The Security Official will perform periodic evaluations, at least annually, to determine compliance with the HIPAA Security Rule and to assure continued viability in light of environmental or operational changes that could affect the security of ePHI.
L. Business Associate Contracts and Other Arrangements
The University will enter into business associate agreements with any third party vendor (“business associate”) it permits to create, receive, maintain or transmit ePHI on the University’s behalf to ensure that the business associate will appropriately safeguard the information. Such contracts will provide that the business associate will (1) implement administrative, physical and technical safeguards to reasonably protect the confidentiality, integrity, and availability of ePHI it has access to; (2) ensure that agents, including subcontractors, agree to implement reasonable and appropriate safeguards to protect ePHI; (3) report to the University any security incidents of which it becomes aware; and (4) terminate such contract upon request by the University and return or destroy all ePHI it maintains.
A. Facility Access Controls
The University will ensure that access to facilities housing ePHI is appropriately safeguarded against unauthorized physical access, tampering or theft, while ensuring that properly authorized access is allowed.
B. Workstation Use
Any University employee with authorized access to ePHI will be assigned a specific workstation in which he/she is allowed to access such ePHI. These workstations will have appropriate security controls in place to prevent unauthorized access to ePHI.
C. Workstation Security
Any University employee with authorized access to ePHI will have his/her workstation location set to eliminate or minimize the possibility of unauthorized access to ePHI. Workstations will be set with inactivity timeouts and use password protected screen savers.

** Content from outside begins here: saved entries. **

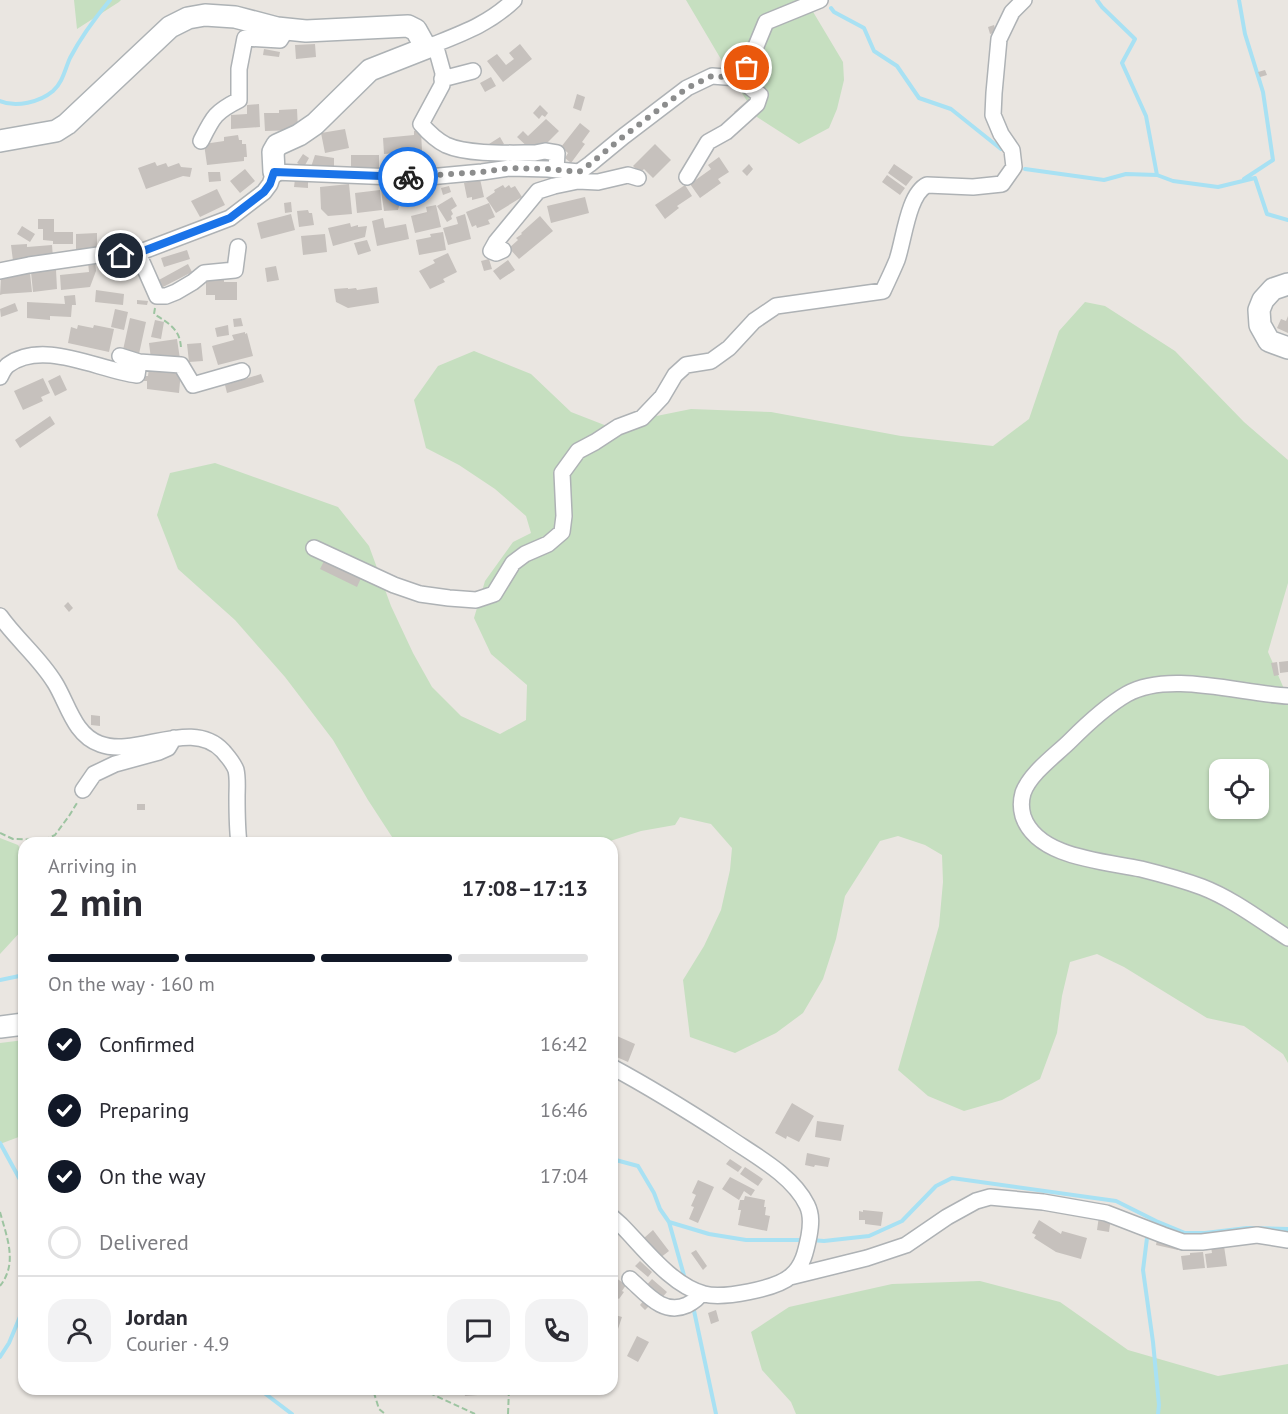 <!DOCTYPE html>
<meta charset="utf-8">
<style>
:root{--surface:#fff;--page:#f2f2f3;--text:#2b2b33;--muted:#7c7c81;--line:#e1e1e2;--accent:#111827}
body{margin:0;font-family:"PT Sans",sans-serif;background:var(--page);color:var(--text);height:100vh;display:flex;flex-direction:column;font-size:22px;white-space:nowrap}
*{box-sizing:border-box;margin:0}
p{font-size:20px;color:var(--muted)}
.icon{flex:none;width:33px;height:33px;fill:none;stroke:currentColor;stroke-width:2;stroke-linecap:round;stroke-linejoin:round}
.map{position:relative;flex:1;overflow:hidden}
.sheet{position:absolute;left:18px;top:837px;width:600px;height:558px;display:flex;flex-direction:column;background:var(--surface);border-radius:18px;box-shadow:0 2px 4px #0004}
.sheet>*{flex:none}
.fabs{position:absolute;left:1209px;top:759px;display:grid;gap:12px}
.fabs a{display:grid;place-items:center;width:60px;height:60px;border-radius:12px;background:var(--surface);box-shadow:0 2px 4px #0004;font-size:30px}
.pin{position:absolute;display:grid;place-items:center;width:51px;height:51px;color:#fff;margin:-26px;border:3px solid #fff;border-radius:50%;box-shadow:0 2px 6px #0007}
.courier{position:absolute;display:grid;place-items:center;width:60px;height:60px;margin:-30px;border:4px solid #1a73e8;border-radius:50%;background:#fff;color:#222;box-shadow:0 2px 8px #0007}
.head em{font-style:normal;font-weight:700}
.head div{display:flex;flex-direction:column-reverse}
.head{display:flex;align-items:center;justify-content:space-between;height:102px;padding:0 30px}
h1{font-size:39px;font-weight:700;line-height:45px}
.bar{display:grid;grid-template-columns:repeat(4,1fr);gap:9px 6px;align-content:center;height:72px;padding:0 30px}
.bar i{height:8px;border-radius:4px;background:var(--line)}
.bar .current{background:var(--accent)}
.bar p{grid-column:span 4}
.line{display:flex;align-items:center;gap:15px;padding:0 30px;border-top:2px solid var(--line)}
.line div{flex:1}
.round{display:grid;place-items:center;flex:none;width:63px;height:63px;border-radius:18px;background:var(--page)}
ol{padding:0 30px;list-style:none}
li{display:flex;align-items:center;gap:18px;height:66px}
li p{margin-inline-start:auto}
li .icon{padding:6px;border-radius:50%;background:var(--accent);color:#fff;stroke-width:4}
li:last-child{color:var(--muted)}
li i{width:33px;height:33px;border:3px solid var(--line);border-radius:50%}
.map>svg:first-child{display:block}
.green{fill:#c6dfc0;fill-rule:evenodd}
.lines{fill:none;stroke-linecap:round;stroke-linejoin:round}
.stream{stroke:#a8e1f3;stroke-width:4}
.building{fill:#c6c1bd}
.street-casing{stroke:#aeb2b5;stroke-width:18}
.secondary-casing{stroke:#adb2b5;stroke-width:24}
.path{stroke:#9dc4a1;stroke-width:2;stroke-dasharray:6 3;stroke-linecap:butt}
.street{stroke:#fff;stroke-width:15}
.secondary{stroke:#fff;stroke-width:21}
.done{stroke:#8c8d8d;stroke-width:6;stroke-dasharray:0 10.8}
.route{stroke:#1a73e8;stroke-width:8}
</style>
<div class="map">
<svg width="1288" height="1414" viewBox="0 0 1288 1414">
<rect width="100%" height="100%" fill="#eae6e1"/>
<path class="green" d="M74,0H121L119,2L77,29Z
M686,0H806L843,62L844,80L837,109L829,128L799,144L757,117L725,66Z
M1085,302L1105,306L1175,351L1244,422L1288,460V583L1268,652L1288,698V1063L1283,1054L1244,1026L1207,1018L1124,967L1097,954L1070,962L1062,996L1057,1033L1040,1079L1002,1100L964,1111L928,1096L898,1070L939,926L943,882L942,855L925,845L898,836L880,841L845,896L836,939L823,979L803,1013L776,1033L735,1053L690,1037L683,980L704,946L721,910L730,870L732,848L711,824L680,817L675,825L641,831L604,843H396L368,800L333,740L285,677L235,620L178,569L157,515L170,473L215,463L338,507L369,546L391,606L413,653L432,687L461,716L500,734L526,720L527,685L491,654L474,618L485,581L513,542L531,533L526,516L495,489L459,465L426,448L414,400L438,366L474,351L531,374L571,412L607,426L691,409L771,412L901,436L993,446L1029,419L1059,331ZM1220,770H1258V808H1220Z
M0,838L18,845L24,856V923L23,929L0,954Z
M24,1040V1135L0,1144V1043Z
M980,1281L1060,1302L1128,1350L1218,1376L1288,1364V1414H796L791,1402L762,1370L751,1332L789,1307L892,1284Z"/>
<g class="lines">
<path class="stream" d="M1097,0L1102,7L1135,39L1122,63L1146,116L1157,175
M1239,0L1245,34L1263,92L1273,160L1244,179
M831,8L834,12L864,28L874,51L897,66L919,98L951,109L1001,149
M0,101C16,108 40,102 53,91C63,82 65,69 70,58C81,37 95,18 110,0
M1025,169L1104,180L1126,174L1157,175L1173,181L1218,187L1255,178L1267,214L1288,220
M0,980L24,975
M0,1143L24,1187
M612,1159L638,1166L654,1193L660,1209L669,1222L709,1234L746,1240H803
M669,1222L685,1279
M1149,1234L1147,1238L1143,1270L1153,1342L1159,1405L1158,1414
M811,1240L824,1241L869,1236L902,1221L936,1186L952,1178L1116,1201L1156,1221L1185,1233H1205L1247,1228L1288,1229
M693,1306L716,1414
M0,1357L9,1343L24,1307
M257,1389L263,1392L292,1414"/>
</g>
<path class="building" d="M994,25L996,32L990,34L988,27Z
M315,44L316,57L296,59L295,45Z
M520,44L532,59L503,82L487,61L497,54L506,65L514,59L509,53Z
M264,49L280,52L279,57L263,55Z
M1265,70L1267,75L1260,77L1258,72Z
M491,77L496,86L485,92L480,83Z
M577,94L585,97L581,111L573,108Z
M750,98L753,102L738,115L734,112Z
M259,104L260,127L231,129V115L247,114V105Z
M540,105L548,113L545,117L542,115L539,119L533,113Z
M297,109L298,130L265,131L264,113H279V110Z
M546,119L559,131L542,148L531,150L517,137L523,131L528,136Z
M580,123L590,131L582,142L585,144L571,163L565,158L568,153L561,147Z
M345,129L349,148L325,153L321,133Z
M414,131H421L422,151L384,154L383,138L414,135Z
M238,135L239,140H242V144H246L247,157H244V161L207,165L204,144L224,141V137Z
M500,137L504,144L498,148H492L489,144Z
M655,144L671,160L653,178L644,169L640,173L633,166Z
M303,154L309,158L304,167L297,163Z
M315,155L334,158V166L311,167Z
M351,155H379V168L351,169Z
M719,157L729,172L718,179L721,183L700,198L690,184L711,169L708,165Z
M155,162L157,166L166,163L168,167L179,163L181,167L192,168L190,177L183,176L146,189L138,168Z
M749,164L753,169L747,176L742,171Z
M894,164L913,177L906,186L888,173Z
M245,169L255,181L240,193L230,181Z
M208,172H220L221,181L209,182Z
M887,175L905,188L900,195L882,182Z
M295,179L308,180V188L294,187Z
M480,179L484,197L472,200V197L467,198L464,183Z
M404,181L405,186L401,187L402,195L398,210L384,211L380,183Z
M427,182L430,196L410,201L409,193L411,192L410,186Z
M349,184L352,214L328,216L321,209L320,187Z
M503,185L505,188L509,185L511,188L515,186L522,197L496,213L486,198L495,192L494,190Z
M685,185L692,196L677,206L679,208L665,219L655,205Z
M449,186L451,192L443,195L441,188Z
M217,189L225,205L200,217L191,201Z
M380,190L382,210L357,213L355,193Z
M452,197L457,206L451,210L453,214L451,216L452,219L447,222L437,206Z
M585,197L589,213L551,223L547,206Z
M291,202L292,212L285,213L284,203Z
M489,203L495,217L488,220L490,224L477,228L476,225L472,227L466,212Z
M436,205L441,227L415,233L411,216L427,212L426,207Z
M308,210L309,213H312L314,225L299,227L297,211Z
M291,214L295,230L261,239L257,223Z
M465,214L471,239L448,245L443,228L458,224L456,217Z
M540,216L553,231L519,259L509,248L518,240L516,238L522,234L521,233Z
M383,218L385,228L406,224L409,239L377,246L372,221Z
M38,219H54V232H73V244H53V241L43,240V229H38Z
M350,223L351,227L358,225V227L367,226L365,237L333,246L328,228Z
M22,226L35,234L30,242L17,234Z
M443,232L446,250L419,255L416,240L431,237L430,234Z
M97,233V249H76V234Z
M325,234L327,252L303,255L301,236Z
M367,240L371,251L358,255L354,243Z
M27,244V247L52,245L53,258L13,261L11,245Z
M187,250L190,259L164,267L161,258Z
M448,253L457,272L443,279L445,282L430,289L419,271L435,263L433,260Z
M489,259L492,269L484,271L481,261Z
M508,260L515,270L500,280L493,271Z
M95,261L96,271L90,287L61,290L60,275L89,272L88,262Z
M188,264L192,272L161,288L157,281Z
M276,266L279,280L267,282L265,268Z
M56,270L57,289L33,292L31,272Z
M30,273L32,292L3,294L0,295L1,277Z
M206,279H224V282H237V300H215V295H206Z
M377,287L379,303L348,308L336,302L334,289L348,288V289L356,288L357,290Z
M96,290L124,294L123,305L95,302Z
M75,295L76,305H72L71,317L50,316V320L27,318V302L65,304L64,296Z
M137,300L148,301L147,305L137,304Z
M15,303L18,311L1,317L0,309Z
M115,309L128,312L124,330L111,327Z
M1288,316V333L1277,328L1281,319L1286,321Z
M130,318L146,322L139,354L123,350Z
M241,318L243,326L234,327L233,319Z
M155,320L164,322L161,339L151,337Z
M78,325L93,328L94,325L114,329L109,352L68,343L71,327L77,329Z
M228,325L229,335L217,337L215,328Z
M245,332V334L247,333L253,356L218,365L212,346L234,340L232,335Z
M177,339L180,359H151L149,343Z
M201,343L203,361L189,362L187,344Z
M149,367L181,371L179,393L147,389V381H144L145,376H148Z
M261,374L264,382L227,393L225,385Z
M60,375L67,390L55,396L48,381Z
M43,378L50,393L41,397L43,401L23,410L14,391Z
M50,416L55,424L20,448L15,440Z
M324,561L361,578L357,587L320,569Z
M68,602L73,608L69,612L64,606Z
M1288,661V672L1280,673L1279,662Z
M1277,662L1279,675L1274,676L1271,663Z
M91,715L100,716V726L91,725Z
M137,804H145V810H137Z
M617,1036L635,1044L628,1062L612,1055V1047Z
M792,1103L814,1116L799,1142L787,1136L786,1139L775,1133Z
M817,1121L844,1125L841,1141L815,1137Z
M807,1153L830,1158L828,1167L815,1165L814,1167L805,1165Z
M730,1159L742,1167L738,1172L726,1164Z
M745,1167L763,1179L758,1186L740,1174Z
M730,1177L755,1190L751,1196L744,1191L739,1200L722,1189Z
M698,1180L714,1187L698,1223L689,1219L694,1207L691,1206L696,1195L692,1193Z
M745,1196L765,1200L764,1207H766L765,1215L770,1216L767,1231L738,1225L741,1210H738L740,1200H744Z
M863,1210L883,1212L881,1226L865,1224V1220H859V1211L863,1212Z
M1099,1216L1111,1218L1109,1232L1097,1230Z
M1039,1220L1061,1234L1062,1231L1087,1238L1081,1259L1056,1252L1034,1238L1036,1235L1032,1233Z
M653,1230L669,1251L660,1258L644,1238Z
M1157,1240L1179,1248L1178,1250L1156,1245Z
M1224,1246L1227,1266L1207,1268L1205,1254L1212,1253L1211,1247Z
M696,1250L707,1266L703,1270L691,1253Z
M1203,1252L1205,1268L1183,1270L1181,1256L1190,1255V1253Z
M640,1261L652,1272L648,1277L635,1266Z
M612,1275L626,1285L622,1291L624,1292L619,1299L612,1294Z
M652,1279L667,1292L660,1300L645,1287Z
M644,1300L650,1305L645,1310L640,1305Z
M716,1310L719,1321L711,1324L708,1313Z
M612,1314L622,1317L617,1332L612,1331Z
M637,1336L649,1342L638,1362L627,1356Z
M464,1389H502L503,1393L465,1396Z"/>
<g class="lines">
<g class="street-casing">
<path id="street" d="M435,44L443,73L442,85L421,124C428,132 436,140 446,145C468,155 511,153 535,153L545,151L557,153L556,170
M428,47C460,34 488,25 514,0
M442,79L473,71
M201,141C213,117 215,112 239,100V69L245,38L280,40L287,29
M687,177L708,142L726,132L757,104L760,95L738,78
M503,250L496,253L491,251L496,242L538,191L554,186L578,181L598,182L628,175L638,178
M138,253L157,296H166L176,292L193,282L204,273L235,270L238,247
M0,271L29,265L98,255H131L138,253L230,218L264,192L270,184L274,172L418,178L482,172L510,168L548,169L579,172L590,164L624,136L687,88L712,76L738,78L747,68L766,22L820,0
M120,356L139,362L181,365L193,385L242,371
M0,377C2,373 4,368 8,365C43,339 98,370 137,375L139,362
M314,548L394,585L420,594L449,598L476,600L494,594L513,563L525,554L548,544L562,532L564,516L562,473L578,451L595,442L618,427L642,418L662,397L675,375L686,365L711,361L729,348L754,321L776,306L883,291C888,280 893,270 897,260C904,240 908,194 927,185L973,187L1002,184L1014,167L1012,150L1001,134L993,115L994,93L999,39L1012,12L1024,0
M0,616C17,640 40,658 55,683C68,704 74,735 100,744C137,758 192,717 223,751C228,757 233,762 236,770C238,778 237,789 237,797C237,813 237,828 239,843
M1288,696C1242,694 1169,670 1127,694C1106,706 1088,723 1071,740C1056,755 1030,773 1023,793C1021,800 1021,809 1023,816C1037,858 1104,861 1141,869C1161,874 1183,880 1202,887C1233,899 1260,920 1288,938
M83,790L94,774L115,764L159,752L168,748L174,738
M612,1067C651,1088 688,1111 725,1135C752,1154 792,1174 807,1205C812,1215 811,1225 809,1236C806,1251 803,1266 791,1276C776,1289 723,1299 704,1294C671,1285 644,1248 621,1225L612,1217
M790,1277L867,1258L906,1245L947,1217L976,1201L990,1197L1043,1202L1106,1213L1163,1235L1183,1242H1202L1257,1235L1288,1240
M630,1279C646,1293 663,1316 687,1305C693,1302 698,1299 701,1293"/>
</g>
<g class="secondary-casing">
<path id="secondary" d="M0,141L56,131L67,124L170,27L188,18L205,15L235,17L277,28L306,31L408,26L416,30L426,48L370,70L315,124L299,135L277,145L273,152L274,172
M1288,284L1273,289L1263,300L1259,310L1260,325L1269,341L1288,348
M0,1027L24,1024"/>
</g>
<path class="path" d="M155,308L154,314C170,324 181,330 181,350
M0,833L13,839L44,840L55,835L69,816L77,803
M0,1212C7,1238 18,1263 0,1286
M612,1268L620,1271
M365,1389L374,1393L379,1409L385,1414
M421,1389L475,1414
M508,1414L509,1389"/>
<use href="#street" class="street"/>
<use href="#secondary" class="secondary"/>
</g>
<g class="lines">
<path class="done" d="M408,177L482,172L510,168L548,169L579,172L590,164L624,136L687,88L712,76L738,78L747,68"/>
<path class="route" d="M121,256L138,253L230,218L264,192L270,184L274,172L408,177"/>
</g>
</svg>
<div class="fabs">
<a><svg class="icon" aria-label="locate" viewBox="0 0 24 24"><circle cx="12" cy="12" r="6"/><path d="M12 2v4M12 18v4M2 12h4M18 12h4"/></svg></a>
</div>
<div class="pin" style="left:747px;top:68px;background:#ea580c"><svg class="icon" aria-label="bag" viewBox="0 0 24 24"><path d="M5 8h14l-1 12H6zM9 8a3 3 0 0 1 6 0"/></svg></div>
<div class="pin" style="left:121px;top:256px;background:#1f2937"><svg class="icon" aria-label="home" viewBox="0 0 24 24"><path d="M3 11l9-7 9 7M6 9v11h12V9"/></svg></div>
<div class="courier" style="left:408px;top:177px"><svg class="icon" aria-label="bike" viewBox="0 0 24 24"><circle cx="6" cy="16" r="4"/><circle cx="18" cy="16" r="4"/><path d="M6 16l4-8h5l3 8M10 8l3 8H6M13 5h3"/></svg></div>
<section class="sheet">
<div class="head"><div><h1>2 min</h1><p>Arriving in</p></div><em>17:08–17:13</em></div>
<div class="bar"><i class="current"></i><i class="current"></i><i class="current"></i><i></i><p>On the way · 160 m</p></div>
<ol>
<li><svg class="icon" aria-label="check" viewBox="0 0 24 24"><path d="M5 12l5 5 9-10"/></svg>Confirmed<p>16:42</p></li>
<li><svg class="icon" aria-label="check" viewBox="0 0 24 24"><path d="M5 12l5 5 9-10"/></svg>Preparing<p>16:46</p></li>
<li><svg class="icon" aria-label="check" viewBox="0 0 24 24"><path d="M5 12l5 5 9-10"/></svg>On the way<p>17:04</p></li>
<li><i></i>Delivered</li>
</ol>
<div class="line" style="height:108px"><a class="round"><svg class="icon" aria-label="person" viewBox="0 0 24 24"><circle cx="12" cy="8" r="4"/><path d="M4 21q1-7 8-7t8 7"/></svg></a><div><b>Jordan</b><p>Courier · 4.9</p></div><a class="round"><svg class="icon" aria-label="chat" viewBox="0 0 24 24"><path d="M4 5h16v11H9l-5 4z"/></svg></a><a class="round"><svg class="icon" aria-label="phone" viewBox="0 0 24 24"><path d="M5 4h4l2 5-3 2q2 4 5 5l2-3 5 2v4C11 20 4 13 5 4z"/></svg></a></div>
</section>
</div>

D. Device and Media Controls
Laptop workstations will not be utilized for accessing ePHI without proper security and firewall protection, and only when permission has been granted by the Security Official to access ePHI from such a workstation. ePHI should not be stored on any computer hard drive or other storage unit such as CD ROMs or thumb drives without the approval of the Security Official and appropriate steps taken to ensure data has been properly protected. Any medium used to store ePHI, such as for backup and recovery, if being disposed of, must be discarded or reused in a manner that prevents data recovery.
A. Access Control
Security controls will be established to ensure that access to systems containing ePHI will be allowed only to those employees that have been granted access rights. A unique user name will be used by each individual provided access to systems to enable identifying and tracking user identity. Emergency access procedures will be established to allow emergency access to systems necessary to continue business operations when needed. Workstations and applications will be programmed to automatically log out when inactivity has exceeded a set period of time established by each covered component, not to exceed fifteen (15) minutes. A mechanism for encrypting and decrypting data will be implemented when ePHI is transferred to/from systems not controlled by the University.
B. Audit Controls
An audit process will be established to examine logged information to assist in identifying suspicious data access activities. Audit logs will capture information on systems managing ePHI including user access and activity, exception reports, dormant account reports, failed login reports and unauthorized user access attempts.
Data will be protected from improper alteration or destruction through encryption and proper backup storage.
D. Person or Entity Authentication
Controls will be established to verify that a person seeking access to systems containing ePHI is the actual individual authorized.
E. Transmission Security
Controls will be implemented to ensure that data transmitted over electronic communication systems will be safeguarded.